TASK GOAL: The expected output is the line with "Transcribe the names" followed by every remaining line of the entries, all repeated exactly.

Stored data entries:
>>>>
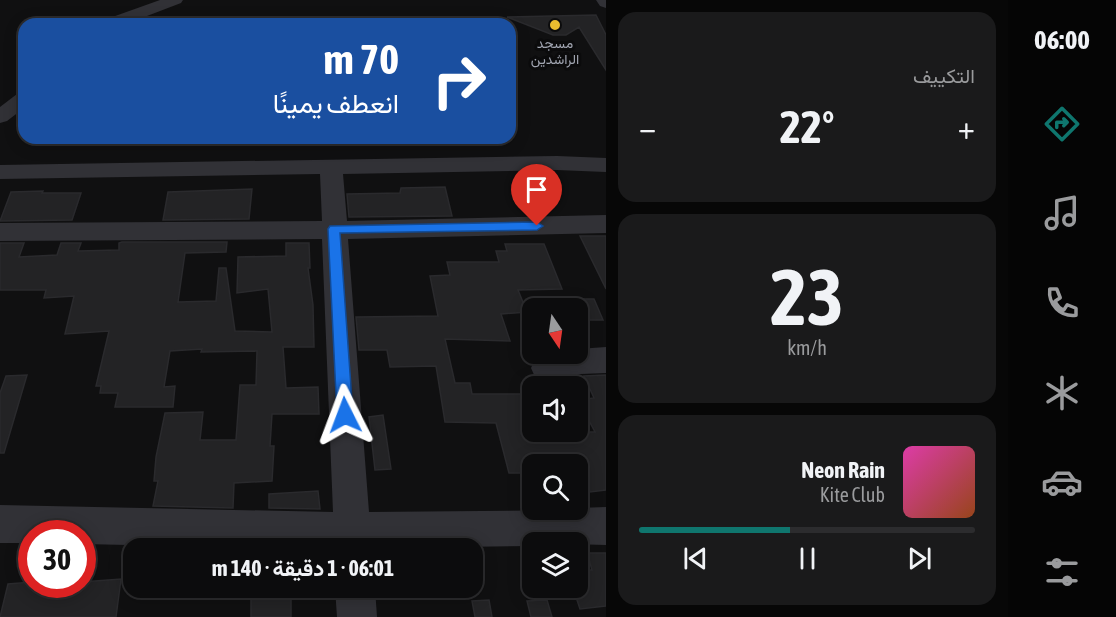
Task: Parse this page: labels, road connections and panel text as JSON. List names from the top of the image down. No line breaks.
{"places":["مسجد الراشدين"],"north":"bottom","page":{"tabs":"06:00","tile":["التكييف",["23","km/h"]],"turn":["70 m","انعطف يمينًا"],"heat":["−","22°","+"],"song":["Neon Rain","Kite Club"],"limit":"30","trip":"06:01 · 1 دقيقة · 140 m"}}
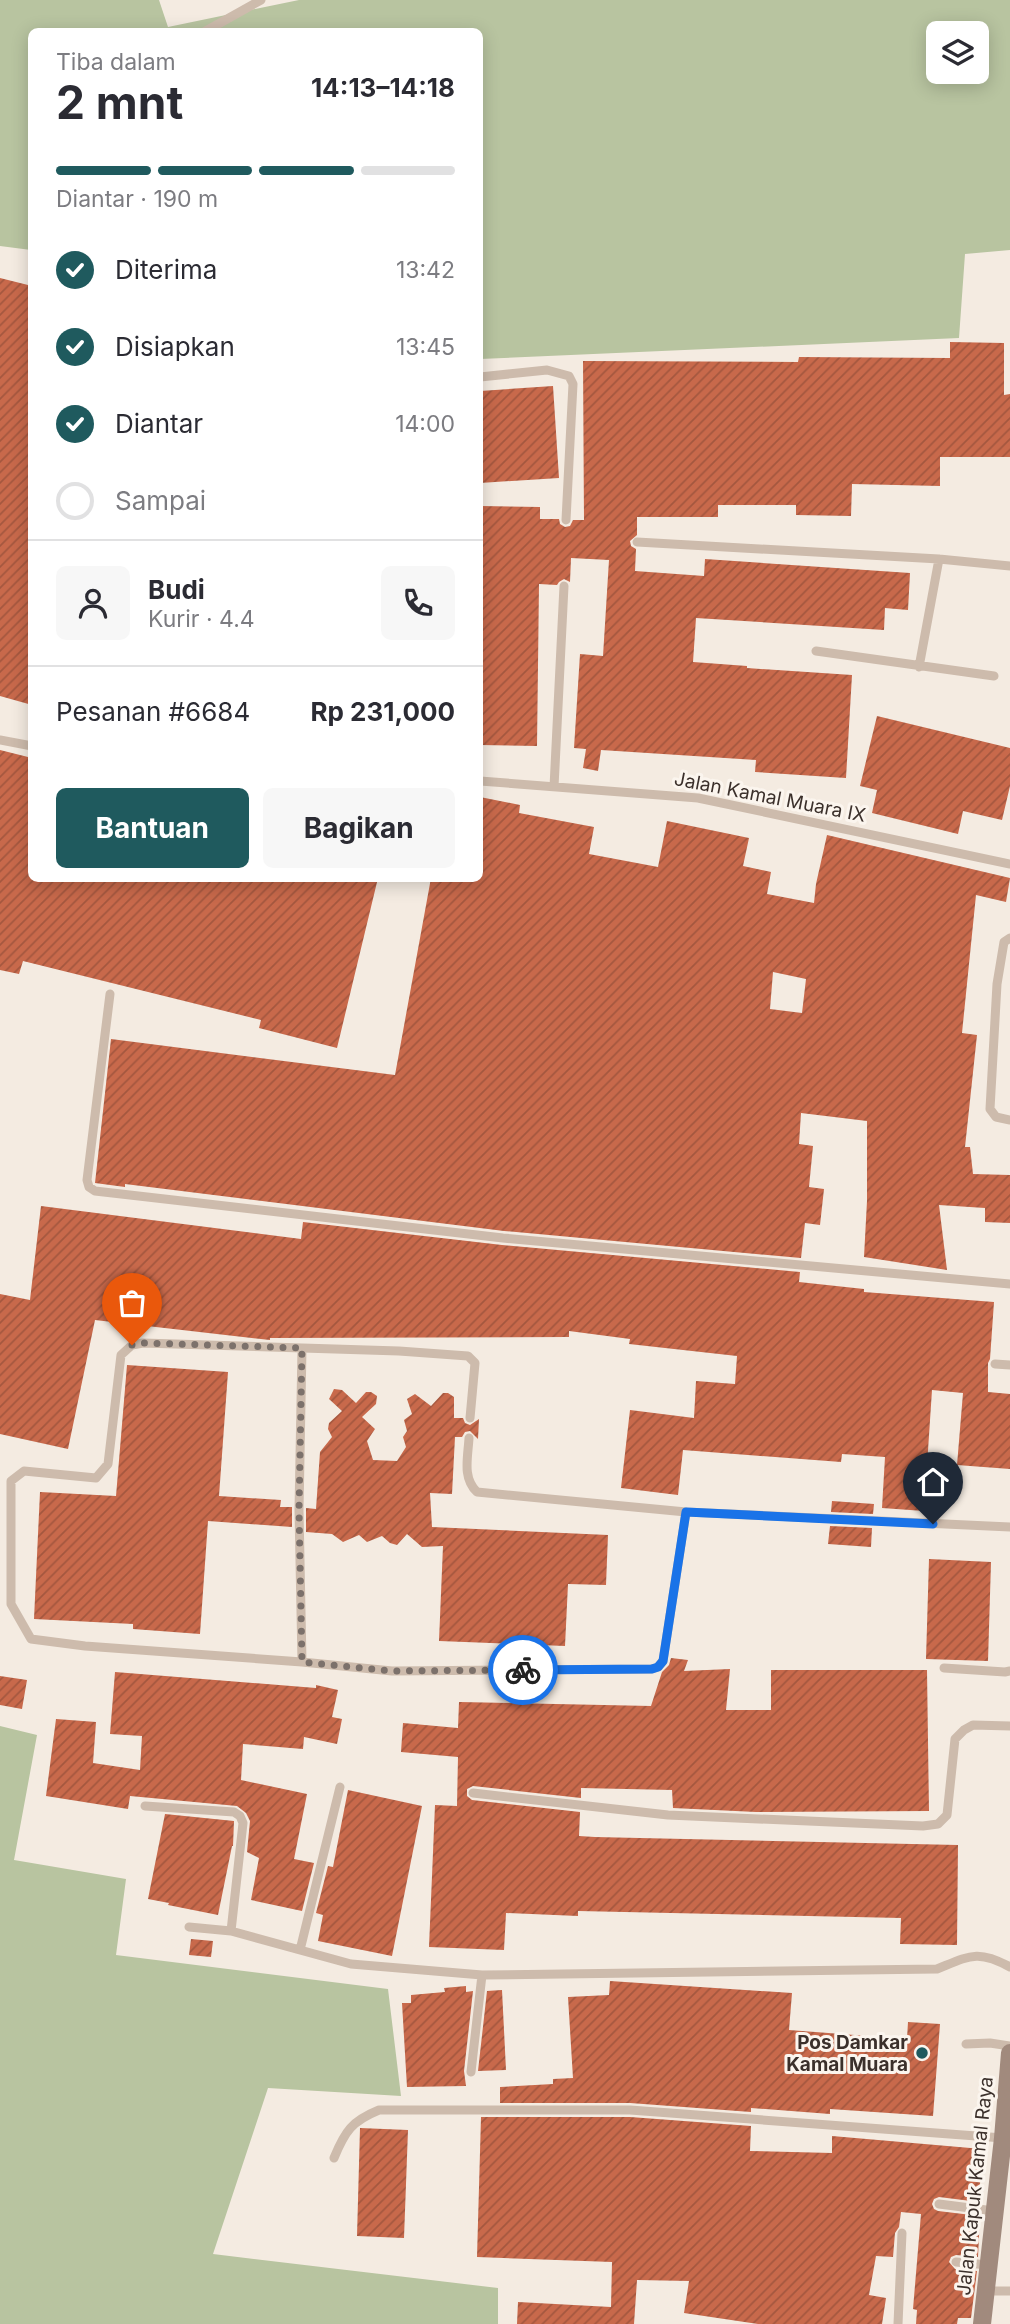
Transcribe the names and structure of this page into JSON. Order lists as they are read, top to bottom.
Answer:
{
  "streets": {
    "main road": ["Jalan Kapuk Kamal Raya"],
    "lane": ["Jalan Kamal Muara IX"]
  },
  "places": ["Pos Damkar Kamal Muara"],
  "page": {
    "heading": ["2 mnt", "Tiba dalam", "14:13–14:18"],
    "panel": [
      "Budi",
      "Kurir · 4.4",
      "Pesanan #6684",
      "Rp 231,000"
    ],
    "bar": "Diantar · 190 m",
    "list": [
      ["Diterima", "13:42"],
      ["Disiapkan", "13:45"],
      ["Diantar", "14:00"],
      "Sampai"
    ],
    "buttons": ["Bantuan", "Bagikan"]
  }
}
<<<<
OUTPUT FOR THIS TASK:
Transcribe the names and structure of this page into JSON. Order lists as they are read, top to bottom.
Answer:
{
  "streets": {
    "main road": ["Jalan Kapuk Kamal Raya"],
    "lane": ["Jalan Kamal Muara IX"]
  },
  "places": ["Pos Damkar Kamal Muara"],
  "page": {
    "heading": ["2 mnt", "Tiba dalam", "14:13–14:18"],
    "panel": [
      "Budi",
      "Kurir · 4.4",
      "Pesanan #6684",
      "Rp 231,000"
    ],
    "bar": "Diantar · 190 m",
    "list": [
      ["Diterima", "13:42"],
      ["Disiapkan", "13:45"],
      ["Diantar", "14:00"],
      "Sampai"
    ],
    "buttons": ["Bantuan", "Bagikan"]
  }
}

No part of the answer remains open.